Russian prima ballerina

Mariia Sergeyevna Surovshchikova-Petipa (27 February 1836 - 16 March 1882) was prima ballerina to the St. Petersburg Imperial Theatres and wife of the noted choreographer Marius Petipa.

== Life ==
Mariia Sergeyevna Surovshchikova was born in St. Petersburg, the illegitimate daughter of a milliner. She studied at the St. Petersburg Imperial Ballet School, graduating in 1854. After her graduation from the institute she entered into the corps de ballet of the Imperial Bolshoi Kamenny Theatre, and in 1854 married Marius Petipa, who at that time served as premier danseur to the St. Petersburg Imperial Theatres. Upon her marriage she took the name of Surovshchikova-Petipa.
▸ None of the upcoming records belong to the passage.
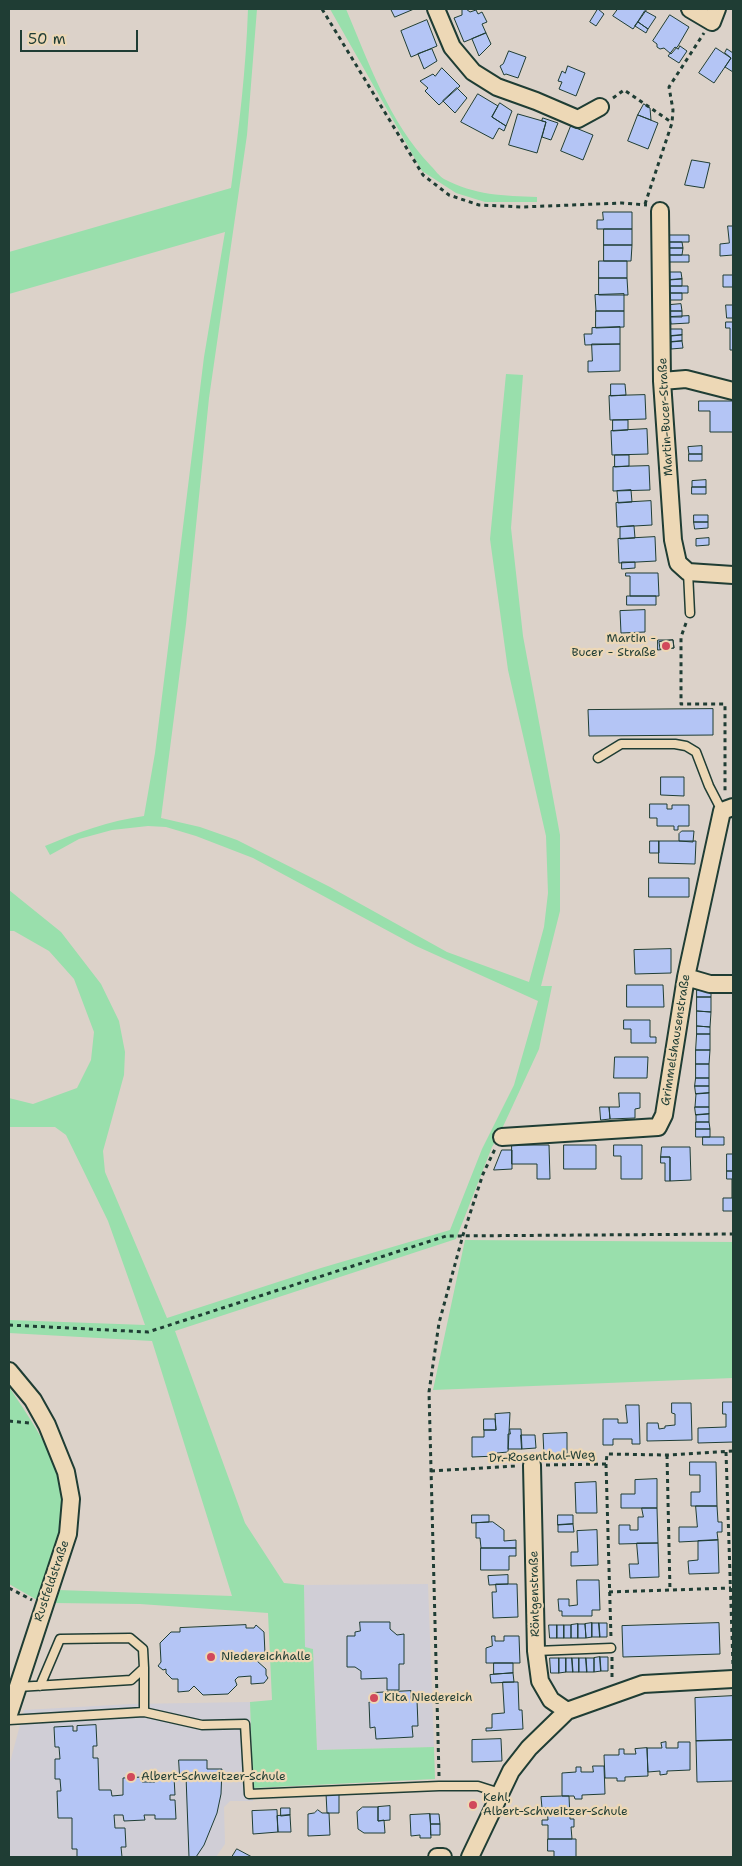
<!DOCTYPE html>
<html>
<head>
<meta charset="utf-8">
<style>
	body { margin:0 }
	#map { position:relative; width:742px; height:1866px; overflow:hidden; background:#dcd2c9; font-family:"Shantell Sans",sans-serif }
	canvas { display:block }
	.frame { position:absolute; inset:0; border:10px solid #1f3d34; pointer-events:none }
	.scale { position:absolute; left:20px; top:30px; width:118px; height:22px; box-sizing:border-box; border:2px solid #1f3d34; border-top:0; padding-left:6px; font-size:15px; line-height:18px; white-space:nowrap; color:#1f3d34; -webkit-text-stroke:4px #edd8b6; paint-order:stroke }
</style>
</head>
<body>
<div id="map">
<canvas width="742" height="1866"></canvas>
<div class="frame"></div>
<div class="scale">50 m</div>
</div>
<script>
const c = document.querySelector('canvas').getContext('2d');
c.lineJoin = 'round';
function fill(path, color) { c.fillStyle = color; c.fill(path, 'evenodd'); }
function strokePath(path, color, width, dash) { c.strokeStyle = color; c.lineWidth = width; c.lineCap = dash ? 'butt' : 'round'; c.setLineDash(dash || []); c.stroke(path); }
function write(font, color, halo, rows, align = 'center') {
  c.font = font + ' "Shantell Sans",sans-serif'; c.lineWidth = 4.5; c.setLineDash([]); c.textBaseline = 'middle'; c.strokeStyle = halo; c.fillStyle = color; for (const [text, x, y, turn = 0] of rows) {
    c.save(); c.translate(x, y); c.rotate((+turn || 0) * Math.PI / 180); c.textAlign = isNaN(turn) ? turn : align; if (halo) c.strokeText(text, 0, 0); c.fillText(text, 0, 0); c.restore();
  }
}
fill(new Path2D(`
	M428 1584 434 1747 317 1750 313 1649 305 1647 304 1585Z
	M250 1702 253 1801H230L224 1807 225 1844 216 1857H9V1766L24 1710 131 1704Z`), '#d0ced6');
fill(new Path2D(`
	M248 9H257L247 135 209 398 186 624 161 818 200 827 237 840 330 887 447 952 529 982 544 927 548 893 546 836 508 670 490 539 506 374 523 375 511 528 523 636 560 835V911L541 986H552L539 1049 500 1133 492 1147 456 1239 175 1331 245 1523 284 1583 304 1585 305 1647 313 1649 317 1750 434 1747 435 1779 253 1788 250 1702 272 1700 268 1613 140 1604 53 1603 58 1590 232 1596 152 1341 9 1333V1320L145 1325 108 1221 66 1135 55 1127H9V1098L33 1104 77 1088 91 1060 94 1032 74 979 49 951 14 931H9V890L61 932 101 984 119 1021 125 1052 124 1075 103 1151 105 1172 167 1318 321 1268 450 1230 482 1149 514 1085 538 1001 416 946 253 858 196 836 166 827 148 826 112 830 79 839 50 855 45 846C78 832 109 821 144 816L155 753 204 357 225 232 9 294V252L231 188C239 128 246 69 248 9Z
	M330 9H346C369 63 389 122 431 166 435 170 439 176 444 179 474 195 504 196 537 197V202H485L456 193 422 171Z
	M465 1240 733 1242V1378L433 1390Z
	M9 1387C31 1420 64 1466 64 1508 63 1539 47 1571 37 1600L9 1584Z`), '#99dfac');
const building = new Path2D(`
	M391 9H414L395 17Z
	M466 9 470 12 476 10 478 14 482 12 487 22 482 24 486 33 464 42 454 18 462 15V10Z
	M598 9 604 14 596 26 590 22Z
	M618 9H647L633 29 613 16Z
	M645 11 656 17 648 29 638 22Z
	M670 15 689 27 678 46 671 54 664 48 660 49 657 47V44L653 41Z
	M427 20 437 46 411 57 401 31Z
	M638 22 648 29 646 33 635 26Z
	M486 33 491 44 479 56 472 39Z
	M680 46 687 51 679 63 668 56 675 47 678 49Z
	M716 48 731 58 714 83 699 73Z
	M432 49 437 61 424 69 418 54Z
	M727 49 733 53V72L725 67 731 58 725 53Z
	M509 51 526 57 518 78 506 74 504 75 500 66 503 64Z
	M568 66 585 73 576 96 559 89 562 82 558 81 562 71 565 73Z
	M442 68 460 86 439 105 425 91 428 88 420 81 433 74 435 76Z
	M457 88 467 98 455 113 443 101Z
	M478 94 498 106 492 117 506 126 504 131 499 128 493 139 461 122Z
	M500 103 512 111 506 126 492 117Z
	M644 104 650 108 651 120 638 115Z
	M518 114 546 122 537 153 509 145Z
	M638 115 658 123 648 149 628 141Z
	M543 118 558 123 551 140 542 137 546 122 542 121Z
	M571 126 593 135 583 160 561 151Z
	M692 160 710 163 704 188 685 185Z
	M603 212H632V229H597V220H603Z
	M728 226H733V255L720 256V244L729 243Z
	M604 229H632V245H604Z
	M668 235H689V242H668Z
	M668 242H682L683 248H668Z
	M604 245H632L631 261H604Z
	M668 248H683L682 255H668Z
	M668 255H689V262H668Z
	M733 255V287H723V275H733Z
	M599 261H627V278H599Z
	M669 272H681L682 279 669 280Z
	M599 278H627L628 295H599Z
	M682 279V286H669V280Z
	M669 286H688V293H670Z
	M670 293H682V300H670Z
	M624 294V311H596L595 295Z
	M681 304 682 311H670V305Z
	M726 305H733V318H727Z
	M596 311H624V327L596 328Z
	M670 311H682V317H670Z
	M689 316V323L671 324 670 317Z
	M726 322H733V350H730V328H726Z
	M620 327V344L585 345 584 334H592V328Z
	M670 329H682V335L671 336Z
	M682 335V341L671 342V336Z
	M682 341 683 348 671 349V342Z
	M592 344H620V371L588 372V361H592Z
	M611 384H625L626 395 611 396Z
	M645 395 646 419 610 420 609 396Z
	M699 401H733V432H710V411H699Z
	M613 420H628V430L613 431Z
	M647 429 648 454 612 455 611 431Z
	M702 446V454H689L688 447Z
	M689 454H702V461H689Z
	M615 455H629V466L615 467Z
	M649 466 650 490 613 491V467Z
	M706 480V487H692V481Z
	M692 487H706V494H692Z
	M631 490 632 502 618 503 617 491Z
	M651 501 652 525 617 527 616 503Z
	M694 515H708V522H694Z
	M694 522H708V528L695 529Z
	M634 526 635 538 620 539V527Z
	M655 537 656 561 619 563 618 539Z
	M709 538V545L696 546V539Z
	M622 562H635V568L622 569Z
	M626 573H658L659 596H630V576H626Z
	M627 596H656V605H627Z
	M645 610V632L621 633 620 611Z
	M658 640H673L674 648 658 650Z
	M673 640 674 648 660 649 659 642Z
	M713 709V735L589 736 588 710Z
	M661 777H684V796L661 795Z
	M650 804H667V809H672V805H689V826H678V830H674V826H657V818H650Z
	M682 831H694L693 842 679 841V834Z
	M650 841H659V853H650Z
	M659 841H696L695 864 659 863Z
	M649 878H689V897H649Z
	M671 949V973L635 974 634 950Z
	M627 985H663L664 1007H627Z
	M697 990H711V997H697Z
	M697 997H711V1012L697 1011Z
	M697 1011 711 1012 710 1027 697 1026Z
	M624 1020H650V1037H656V1043H631V1029H624Z
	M697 1026 710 1027V1034H697Z
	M697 1034H710V1050H696Z
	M696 1050H710L709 1064H696Z
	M615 1057H648L647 1078H614Z
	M696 1064H709V1078H696Z
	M696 1078H709V1086H695Z
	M695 1086H709V1093L696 1094Z
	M619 1093H640V1108L635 1109V1118L610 1119 609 1107H619Z
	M709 1093V1107H695L696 1094Z
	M600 1107H609L610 1119 601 1120Z
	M695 1107H709V1114L696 1115Z
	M709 1114V1122H696V1115Z
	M696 1122H709L710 1129H696Z
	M696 1129H710V1137H696Z
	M703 1137H724V1145H703Z
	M512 1145H549L550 1179H537V1164H512Z
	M564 1145H596V1169H564Z
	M614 1145H642V1179H621V1156H614Z
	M662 1147H690L691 1180 670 1181V1157H661Z
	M502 1150H512V1169L494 1170Z
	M727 1154H733V1171H727Z
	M661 1157H670V1181H665V1163H661Z
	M727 1171H733V1211H723V1198H732V1179H727Z
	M723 1402H733V1442L698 1443V1428L726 1427V1414H723Z
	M672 1403H691L692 1440 647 1441V1423H658L659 1429 665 1428V1426L675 1425V1414L672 1413Z
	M626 1405H639L640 1444H632V1439H613V1445H603V1419H618V1423H627Z
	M510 1413 508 1452 497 1453V1456L472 1457V1437H484V1430H496L495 1414Z
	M484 1419H495L496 1430H484Z
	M510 1429H521L522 1449H508V1434H510Z
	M567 1433V1455L544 1456 543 1434Z
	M521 1435H535L536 1448 522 1449Z
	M690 1462H716L717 1506H691V1492H700V1475H690Z
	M657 1479V1508H621V1494H635V1480Z
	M596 1482 597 1513H576L575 1483Z
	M696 1506H717L718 1522H722V1532H717L718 1540 679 1542V1527H697Z
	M642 1508H657L658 1543 619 1544V1525H630V1530H638V1517H643Z
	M472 1515H489V1522L472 1523Z
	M558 1515H573V1524L558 1525Z
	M493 1522 504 1530V1541L516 1540V1548H481L480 1538H476V1523Z
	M573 1524 574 1532H558V1525Z
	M597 1530 598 1565 571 1566V1552H578L577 1531Z
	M718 1540 719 1573 689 1574 688 1561 698 1560V1541Z
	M637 1543H658L659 1577 630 1578 629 1564H638Z
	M481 1548H516V1556H509V1570H481Z
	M508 1575V1584L489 1585 488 1576Z
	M577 1580H599L600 1610H592V1616H562V1611H559L558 1599H569V1606L577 1605Z
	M496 1584H517L518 1617 493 1618 492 1592H496Z
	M360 1622H390V1629L397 1635 404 1634V1664H399V1690H387V1678L361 1679V1671L355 1667H347V1636H355V1632L360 1631Z
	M592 1623H599L600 1637H592Z
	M592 1623V1637L586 1638 585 1624Z
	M599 1623H607V1637H600Z
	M719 1623 720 1654 623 1657 622 1626Z
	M578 1624V1638H571V1625Z
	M578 1624H585L586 1638H578Z
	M246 1625V1628H254L256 1625 264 1632 265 1654 257 1661 266 1669V1675L268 1678 264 1683 251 1684V1676L238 1677 235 1680 237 1685 228 1694 203 1695 194 1686 189 1691 178 1692V1679H172L166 1673V1669L163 1670 158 1666 161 1662 160 1643 171 1632H180V1628Z
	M549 1625H557V1638H550Z
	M557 1625H564V1638H557Z
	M564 1625H571V1638H564Z
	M492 1636H495V1641H504V1636H519L520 1663H486V1648L492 1646Z
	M600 1657H608V1671H601Z
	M600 1657 601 1671 594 1672V1658Z
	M550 1658H559V1673H551Z
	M559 1658H566V1672L559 1673Z
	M566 1658H572L573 1672H566Z
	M572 1658H579V1672H573Z
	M579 1658H586L587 1672H579Z
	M586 1658H594V1672H587Z
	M494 1663H513V1673L494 1674Z
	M513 1673 514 1682 491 1683 490 1675Z
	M503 1682H518L519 1710H522L523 1729 486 1731V1728H492V1714L504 1713Z
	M411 1691V1700H417L418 1726H412L413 1737 376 1739 375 1727 370 1728 369 1702H373V1693Z
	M733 1696V1740L696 1741 695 1698Z
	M96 1725 97 1746H93V1758H98L99 1790H111L112 1796 123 1795V1778L142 1777V1782H155V1777H174L175 1795H170V1800H175L176 1819H155V1815H144L145 1820 124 1821 123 1815H114L115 1828H125L126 1847H121L122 1857H77V1849H72V1818H58L57 1791H61L60 1779H55V1759H60L59 1747H55L54 1727 73 1726V1731H77V1726Z
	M501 1739 502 1761 472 1762V1740Z
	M733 1740V1781L697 1782 696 1741Z
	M666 1742V1748H678V1742H690V1770L667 1771V1774L660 1775V1771L648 1772 647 1748H662L661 1743Z
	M647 1748 648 1776 625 1777V1781H617V1778H605L604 1755H619V1749H624V1754H636L635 1749Z
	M179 1760H207V1769H222L221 1794 217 1813 204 1845 196 1857H189L186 1776 180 1777Z
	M593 1766H604L605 1794 582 1795V1799H575L574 1796H562V1773L576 1772V1767H581V1772H593Z
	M339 1792V1813H327L326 1793Z
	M562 1796H569L570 1819H574V1827H571L572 1839H548V1825H542V1820H548L547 1808H542L541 1797Z
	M390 1806V1820L378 1821V1807Z
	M363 1807H378V1821L384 1820 385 1833H364L358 1829 357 1812Z
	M281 1808H290V1815L281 1816Z
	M277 1810 278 1832 253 1834 252 1811Z
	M318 1810 322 1813H329L330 1835 308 1836V1814L314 1813Z
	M430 1814H439L440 1824H431Z
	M430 1814 431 1838H420V1835L411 1836 410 1815Z
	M290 1815 291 1832H278L277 1816Z
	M431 1824H440V1835H431Z
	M548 1839H576V1857H554V1851H548Z
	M237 1849 252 1857H232Z`);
fill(building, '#b4c5f5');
strokePath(building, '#1f3d34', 1);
const lane = new Path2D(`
	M688 572 690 613
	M598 758 621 744H675L686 746 696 752 709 786 722 811
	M536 1651 611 1648
	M144 1668V1712
	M18 1687 131 1680 144 1668 143 1649 130 1638 60 1639 40 1686
	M9 1720 144 1712 202 1725 245 1724 249 1794 439 1786H478L500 1793`);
const street = new Path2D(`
	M436 9 452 47 473 72 497 87 536 101 578 119 600 107
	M690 9 712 22 717 9
	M660 211 662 381 673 540 678 563 688 572 733 575
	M662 381 686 379 733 391
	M686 977 710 984H733
	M502 1137 658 1127 664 1115 686 977 722 811 733 807
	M9 1371 33 1400 47 1425 66 1472 71 1499 68 1534 9 1714
	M532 1465 536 1651 540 1681 551 1700 567 1711
	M437 1857H443
	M470 1857 511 1771 529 1748 567 1711 643 1684 733 1679`);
strokePath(lane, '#1f3d34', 11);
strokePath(street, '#1f3d34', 20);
strokePath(new Path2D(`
	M322 9 423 175 449 195 479 205 522 207 622 203 647 205
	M613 98 624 90 671 122
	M645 204 672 123 673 110 669 87 704 33
	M686 623 681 637V704H725V792
	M9 1325 148 1332 446 1236 733 1234
	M9 1421 29 1423
	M726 1452 733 1666
	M667 1455 670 1591
	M606 1464 611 1638
	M546 1465 606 1464 607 1454 667 1455 733 1451
	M431 1471 517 1466
	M9 1588 32 1600
	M609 1592 731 1588
	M612 1657V1678
	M439 1776 429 1392 439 1323 463 1235 483 1174 495 1149`), '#1f3d34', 3, [4, 4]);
strokePath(lane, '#edd8b6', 8);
strokePath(street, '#edd8b6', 16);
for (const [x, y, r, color] of [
	[666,646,5,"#d1495b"],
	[211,1657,5,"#d1495b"],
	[374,1698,5,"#d1495b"],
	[131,1777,5,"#d1495b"],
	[473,1805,5,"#d1495b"]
]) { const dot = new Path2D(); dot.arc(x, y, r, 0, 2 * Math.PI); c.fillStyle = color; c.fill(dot); strokePath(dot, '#edd8b6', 2); }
write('12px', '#1f3d34', '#edd8b6', [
	["Martin-Bucer-Straße",666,417,-93],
	["Grimmelshausenstraße",676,1040,-81],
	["Dr.-Rosenthal-Weg",542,1457,-2],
	["Rustfeldstraße",52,1581,-71],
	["Röntgenstraße",535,1594,-91]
]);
write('12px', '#1f3d34', '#edd8b6', [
	["Martin -",656,639,"right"],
	["Bucer - Straße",656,653,"right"],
	["Niedereichhalle",221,1657],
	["Kita Niedereich",384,1698],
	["Albert-Schweitzer-Schule",141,1777],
	["Kehl,",483,1798],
	["Albert-Schweitzer-Schule",483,1812]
], 'left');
</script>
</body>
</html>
Her rise to the rank of Ballerina coincided with Petipa's own rise from fledgling choreographer to ballet Master of the Imperial Theatres. As Petipa was given more and more opportunities to stage his own early works, it was Surovshchikova-Petipa who danced the principal roles. Petipa also revived many already-existing ballets for her, including Joseph Mazilier's Le Corsaire in 1863.

She had one daughter and one son—Marie Mariusovna Petipa (1857–1930), the noted ballerina and character dancer who danced in many of her father's works, and Jean Mariusovich Petipa (1859–1871).

Upon her retirement she became an actress with the Alexandrinsky Theatre in St. Petersburg, performing in the plays of Pushkin, among others. In 1875 Petipa and Surovshchikova-Petipa divorced. She died in 1882 of virulent smallpox in Pyatigorsk, Russia.